Last year, the Craig/Moffat Economic Development Partnership teamed up with the Meeker Chamber of Commerce and the Steamboat Springs Chamber Resort Association to apply for the program. The White River Region encompasses Moffat, Routt and Rio Blanco counties and was the only rural multi-county region in Colorado selected to participate in the 2013 program.
Wednesday’s meeting at the Moffat County Fairgrounds Pavilion drew more than 25 participants from the partner counties.
The meeting was led by Pattie Snidow, northwest area director for USDA’s Rural Development Office; Nancy Banman, from the Colorado State University Extension Office in Fort Collins; and Travis Hoesli, director of the Granby Extension Office in Kremmling.
The group spent the majority of the six-hour workshop discussing not only existing and impending political and economic challenges facing the region but also recreational, environmental and cultural qualities they want to protect.
Christina Oxley, executive director of the Craig Chamber of Commerce, found the brainstorming session particularly interesting because of the vast economic differences among the cities in the region.
For example, Oxley said much of the conversation focused on natural resources and the contributions of coal mines and coal-fired power plants to the local tax base.
Those contributions are critical to maintaining government services in Moffat and Rio Blanco counties, Oxley said, but not so much in Routt County, which generates the majority of its tax revenue through tourism.
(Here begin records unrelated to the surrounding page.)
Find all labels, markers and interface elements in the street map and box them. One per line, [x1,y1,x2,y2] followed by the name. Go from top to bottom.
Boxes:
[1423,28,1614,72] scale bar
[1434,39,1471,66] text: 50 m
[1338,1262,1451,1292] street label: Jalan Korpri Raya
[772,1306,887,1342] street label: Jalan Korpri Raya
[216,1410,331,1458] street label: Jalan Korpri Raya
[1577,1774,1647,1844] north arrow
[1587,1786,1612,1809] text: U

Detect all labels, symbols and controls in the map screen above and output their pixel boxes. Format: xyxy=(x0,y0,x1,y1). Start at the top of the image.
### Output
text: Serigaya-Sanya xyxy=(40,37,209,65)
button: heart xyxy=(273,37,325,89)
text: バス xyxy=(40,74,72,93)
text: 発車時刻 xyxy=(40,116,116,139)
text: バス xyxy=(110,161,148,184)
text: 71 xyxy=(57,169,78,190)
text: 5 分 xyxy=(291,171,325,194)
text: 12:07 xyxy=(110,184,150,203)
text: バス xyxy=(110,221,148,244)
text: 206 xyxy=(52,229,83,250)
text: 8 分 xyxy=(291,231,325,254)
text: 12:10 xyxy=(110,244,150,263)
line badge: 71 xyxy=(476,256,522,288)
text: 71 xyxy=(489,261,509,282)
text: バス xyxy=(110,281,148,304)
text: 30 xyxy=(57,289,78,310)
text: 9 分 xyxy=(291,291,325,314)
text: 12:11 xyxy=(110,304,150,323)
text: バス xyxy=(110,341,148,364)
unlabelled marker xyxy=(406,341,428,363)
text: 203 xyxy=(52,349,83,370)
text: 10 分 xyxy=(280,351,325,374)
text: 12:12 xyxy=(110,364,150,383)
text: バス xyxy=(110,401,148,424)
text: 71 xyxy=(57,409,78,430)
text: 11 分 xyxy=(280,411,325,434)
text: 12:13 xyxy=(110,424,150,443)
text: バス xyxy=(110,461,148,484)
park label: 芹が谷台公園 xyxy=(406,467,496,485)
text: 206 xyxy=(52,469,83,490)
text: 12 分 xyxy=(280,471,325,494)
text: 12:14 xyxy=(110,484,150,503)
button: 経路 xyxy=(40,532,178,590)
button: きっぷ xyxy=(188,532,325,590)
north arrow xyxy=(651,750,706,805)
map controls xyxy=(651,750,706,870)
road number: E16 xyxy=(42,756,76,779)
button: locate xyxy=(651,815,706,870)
“It was interesting to list the places where we have commonalities and the places we have vast differences,” Oxley said. “I think coming together on things that benefit not just communities but the entire region is going to be a great part of the process.”
Craig City Council member Ray Beck also cited natural resources as being key to Wednesday’s conversation and was pleased to see outdoor recreation, energy and agricultural all equally touted as key economic drivers for the region.
“We came together not only as a collection of communities but as a region to outline what is important to Northwest Colorado,” Beck said. “It all comes down to everyone getting on the same page and capitalizing on our assets.”
A formal vision statement encompassing the most important themes will be compiled during the next several weeks, Banman said.
SET meetings take place on the first Wednesday of each month and rotate among Craig, Steamboat Springs and Meeker, said Audrey Danner, interim director of the EDP.
The next meeting, which is open to the public, is at 9 a.m. June 5 in Steamboat Springs. The location is still to be determined.